━━━━━ Task material ━━━━━

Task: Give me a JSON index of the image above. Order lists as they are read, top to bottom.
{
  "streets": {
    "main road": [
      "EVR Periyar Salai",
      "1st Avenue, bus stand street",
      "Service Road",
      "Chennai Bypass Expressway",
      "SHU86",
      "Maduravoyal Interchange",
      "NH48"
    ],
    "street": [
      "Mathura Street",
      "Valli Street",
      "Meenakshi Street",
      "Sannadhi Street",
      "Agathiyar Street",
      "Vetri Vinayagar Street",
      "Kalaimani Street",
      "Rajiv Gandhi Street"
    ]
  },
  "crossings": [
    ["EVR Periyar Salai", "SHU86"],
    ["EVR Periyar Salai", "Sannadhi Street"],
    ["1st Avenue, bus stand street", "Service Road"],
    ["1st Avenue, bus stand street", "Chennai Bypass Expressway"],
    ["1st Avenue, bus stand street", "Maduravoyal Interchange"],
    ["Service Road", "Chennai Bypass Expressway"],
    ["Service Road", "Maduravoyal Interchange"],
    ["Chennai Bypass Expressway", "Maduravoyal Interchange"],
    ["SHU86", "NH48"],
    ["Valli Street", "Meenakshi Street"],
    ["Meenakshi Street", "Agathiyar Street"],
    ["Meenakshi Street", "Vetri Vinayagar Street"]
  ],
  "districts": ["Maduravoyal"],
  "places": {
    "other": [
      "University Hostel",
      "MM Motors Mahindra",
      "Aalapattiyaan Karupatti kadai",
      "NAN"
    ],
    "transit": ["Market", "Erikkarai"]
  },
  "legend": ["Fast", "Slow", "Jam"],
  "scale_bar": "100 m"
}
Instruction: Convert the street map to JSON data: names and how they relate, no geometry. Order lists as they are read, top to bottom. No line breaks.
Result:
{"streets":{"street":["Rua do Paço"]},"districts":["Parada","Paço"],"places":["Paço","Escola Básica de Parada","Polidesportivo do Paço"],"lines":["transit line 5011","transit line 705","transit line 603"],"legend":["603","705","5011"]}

━━━━━

## Work required:
Write every record out again, unaltered.

## Exercise answer:
Task: Give me a JSON index of the image above. Order lists as they are read, top to bottom.
{
  "streets": {
    "main road": [
      "EVR Periyar Salai",
      "1st Avenue, bus stand street",
      "Service Road",
      "Chennai Bypass Expressway",
      "SHU86",
      "Maduravoyal Interchange",
      "NH48"
    ],
    "street": [
      "Mathura Street",
      "Valli Street",
      "Meenakshi Street",
      "Sannadhi Street",
      "Agathiyar Street",
      "Vetri Vinayagar Street",
      "Kalaimani Street",
      "Rajiv Gandhi Street"
    ]
  },
  "crossings": [
    ["EVR Periyar Salai", "SHU86"],
    ["EVR Periyar Salai", "Sannadhi Street"],
    ["1st Avenue, bus stand street", "Service Road"],
    ["1st Avenue, bus stand street", "Chennai Bypass Expressway"],
    ["1st Avenue, bus stand street", "Maduravoyal Interchange"],
    ["Service Road", "Chennai Bypass Expressway"],
    ["Service Road", "Maduravoyal Interchange"],
    ["Chennai Bypass Expressway", "Maduravoyal Interchange"],
    ["SHU86", "NH48"],
    ["Valli Street", "Meenakshi Street"],
    ["Meenakshi Street", "Agathiyar Street"],
    ["Meenakshi Street", "Vetri Vinayagar Street"]
  ],
  "districts": ["Maduravoyal"],
  "places": {
    "other": [
      "University Hostel",
      "MM Motors Mahindra",
      "Aalapattiyaan Karupatti kadai",
      "NAN"
    ],
    "transit": ["Market", "Erikkarai"]
  },
  "legend": ["Fast", "Slow", "Jam"],
  "scale_bar": "100 m"
}
Instruction: Convert the street map to JSON data: names and how they relate, no geometry. Order lists as they are read, top to bottom. No line breaks.
Result:
{"streets":{"street":["Rua do Paço"]},"districts":["Parada","Paço"],"places":["Paço","Escola Básica de Parada","Polidesportivo do Paço"],"lines":["transit line 5011","transit line 705","transit line 603"],"legend":["603","705","5011"]}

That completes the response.